**Try it**
All lines in the data that hold the word "them" need copying.

=== Begin Enclosure ===

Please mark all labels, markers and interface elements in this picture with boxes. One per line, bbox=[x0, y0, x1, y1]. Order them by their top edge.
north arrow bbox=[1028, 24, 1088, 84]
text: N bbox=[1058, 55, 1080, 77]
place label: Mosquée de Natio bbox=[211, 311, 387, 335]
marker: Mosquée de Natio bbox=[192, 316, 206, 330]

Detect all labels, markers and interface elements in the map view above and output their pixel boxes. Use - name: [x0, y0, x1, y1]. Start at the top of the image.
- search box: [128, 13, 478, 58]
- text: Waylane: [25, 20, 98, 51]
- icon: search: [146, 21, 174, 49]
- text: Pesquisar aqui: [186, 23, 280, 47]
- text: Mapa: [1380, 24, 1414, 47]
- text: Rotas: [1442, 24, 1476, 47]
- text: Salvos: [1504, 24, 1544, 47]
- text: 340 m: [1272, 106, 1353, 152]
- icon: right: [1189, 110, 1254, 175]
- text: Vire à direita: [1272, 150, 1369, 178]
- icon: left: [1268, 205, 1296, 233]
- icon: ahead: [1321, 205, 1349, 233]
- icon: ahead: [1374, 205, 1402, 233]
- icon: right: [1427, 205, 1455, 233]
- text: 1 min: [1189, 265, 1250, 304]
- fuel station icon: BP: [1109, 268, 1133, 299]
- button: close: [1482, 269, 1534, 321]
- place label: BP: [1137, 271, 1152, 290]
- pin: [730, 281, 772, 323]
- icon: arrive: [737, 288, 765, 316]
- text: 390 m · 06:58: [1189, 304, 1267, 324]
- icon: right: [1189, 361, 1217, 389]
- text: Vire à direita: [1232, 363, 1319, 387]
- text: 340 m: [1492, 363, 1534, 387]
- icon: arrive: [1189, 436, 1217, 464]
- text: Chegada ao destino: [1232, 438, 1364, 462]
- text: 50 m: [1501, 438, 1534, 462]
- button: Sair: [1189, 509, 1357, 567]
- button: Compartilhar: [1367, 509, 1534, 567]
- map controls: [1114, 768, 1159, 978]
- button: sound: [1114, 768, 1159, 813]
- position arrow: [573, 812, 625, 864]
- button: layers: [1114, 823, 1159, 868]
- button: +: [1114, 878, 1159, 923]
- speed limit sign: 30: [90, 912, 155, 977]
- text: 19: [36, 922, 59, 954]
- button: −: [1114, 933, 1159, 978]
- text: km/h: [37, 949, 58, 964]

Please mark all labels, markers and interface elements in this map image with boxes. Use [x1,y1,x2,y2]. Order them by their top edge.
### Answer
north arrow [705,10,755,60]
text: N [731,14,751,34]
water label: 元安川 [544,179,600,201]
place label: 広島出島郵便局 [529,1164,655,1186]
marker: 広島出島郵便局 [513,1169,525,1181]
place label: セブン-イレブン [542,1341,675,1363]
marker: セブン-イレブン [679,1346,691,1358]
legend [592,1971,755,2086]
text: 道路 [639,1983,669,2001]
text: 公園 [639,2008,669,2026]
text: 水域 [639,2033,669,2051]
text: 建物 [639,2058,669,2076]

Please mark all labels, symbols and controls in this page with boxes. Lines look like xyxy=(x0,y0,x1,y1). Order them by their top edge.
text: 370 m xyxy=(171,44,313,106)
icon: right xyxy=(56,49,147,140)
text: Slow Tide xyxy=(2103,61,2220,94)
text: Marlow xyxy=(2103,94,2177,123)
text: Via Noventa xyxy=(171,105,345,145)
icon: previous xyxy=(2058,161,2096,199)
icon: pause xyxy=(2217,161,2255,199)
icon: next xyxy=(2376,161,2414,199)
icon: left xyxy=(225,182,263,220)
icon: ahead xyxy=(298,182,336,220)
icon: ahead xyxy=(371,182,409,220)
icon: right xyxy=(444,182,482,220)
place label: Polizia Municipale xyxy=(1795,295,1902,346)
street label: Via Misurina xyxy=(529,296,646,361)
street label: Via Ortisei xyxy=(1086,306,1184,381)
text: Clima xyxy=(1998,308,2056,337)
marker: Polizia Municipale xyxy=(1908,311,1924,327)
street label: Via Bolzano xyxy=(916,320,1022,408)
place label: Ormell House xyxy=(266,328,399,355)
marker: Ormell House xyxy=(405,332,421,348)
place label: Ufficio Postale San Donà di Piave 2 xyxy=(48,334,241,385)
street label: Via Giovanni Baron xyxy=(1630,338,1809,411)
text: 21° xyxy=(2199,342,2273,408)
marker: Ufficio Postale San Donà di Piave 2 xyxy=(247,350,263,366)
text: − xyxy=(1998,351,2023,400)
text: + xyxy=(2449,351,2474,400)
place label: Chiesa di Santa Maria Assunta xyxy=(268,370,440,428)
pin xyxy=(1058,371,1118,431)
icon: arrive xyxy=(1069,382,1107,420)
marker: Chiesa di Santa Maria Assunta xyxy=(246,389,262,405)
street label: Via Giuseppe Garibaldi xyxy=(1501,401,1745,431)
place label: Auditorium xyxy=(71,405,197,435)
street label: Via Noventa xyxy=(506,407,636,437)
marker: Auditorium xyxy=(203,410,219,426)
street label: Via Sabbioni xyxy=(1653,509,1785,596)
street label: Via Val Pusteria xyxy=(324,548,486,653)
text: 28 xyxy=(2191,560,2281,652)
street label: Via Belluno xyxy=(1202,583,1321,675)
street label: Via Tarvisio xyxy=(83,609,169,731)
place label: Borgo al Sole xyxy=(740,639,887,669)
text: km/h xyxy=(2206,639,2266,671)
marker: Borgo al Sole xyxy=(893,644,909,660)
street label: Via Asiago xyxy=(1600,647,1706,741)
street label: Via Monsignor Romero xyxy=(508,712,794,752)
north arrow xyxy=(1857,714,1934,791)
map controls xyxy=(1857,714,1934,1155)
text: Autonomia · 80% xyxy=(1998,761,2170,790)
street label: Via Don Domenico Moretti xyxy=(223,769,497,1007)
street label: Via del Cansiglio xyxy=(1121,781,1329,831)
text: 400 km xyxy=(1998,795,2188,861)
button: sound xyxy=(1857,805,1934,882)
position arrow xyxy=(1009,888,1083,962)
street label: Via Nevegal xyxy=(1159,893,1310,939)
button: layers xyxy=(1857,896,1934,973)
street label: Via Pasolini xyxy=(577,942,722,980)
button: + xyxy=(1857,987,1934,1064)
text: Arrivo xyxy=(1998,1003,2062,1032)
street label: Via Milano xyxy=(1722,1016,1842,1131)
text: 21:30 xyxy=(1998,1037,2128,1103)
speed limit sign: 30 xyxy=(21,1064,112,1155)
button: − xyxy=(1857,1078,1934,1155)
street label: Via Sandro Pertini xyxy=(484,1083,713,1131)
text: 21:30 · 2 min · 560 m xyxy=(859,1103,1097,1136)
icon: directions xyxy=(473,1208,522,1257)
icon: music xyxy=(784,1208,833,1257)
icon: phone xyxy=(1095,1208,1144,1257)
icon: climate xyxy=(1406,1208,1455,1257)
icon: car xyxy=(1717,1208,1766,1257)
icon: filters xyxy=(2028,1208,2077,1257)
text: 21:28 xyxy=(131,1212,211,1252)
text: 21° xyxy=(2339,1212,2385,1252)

=== End Enclosure ===

**Task solution**
Please mark all labels, markers and interface elements in this picture with boxes. One per line, bbox=[x0, y0, x1, y1]. Order them by their top edge.
Please mark all labels, markers and interface elements in this map image with boxes. Use [x1,y1,x2,y2]. Order them by their top edge.
Please mark all labels, symbols and controls in this page with boxes. Lines look like xyxy=(x0,y0,x1,y1). Order them by their top edge.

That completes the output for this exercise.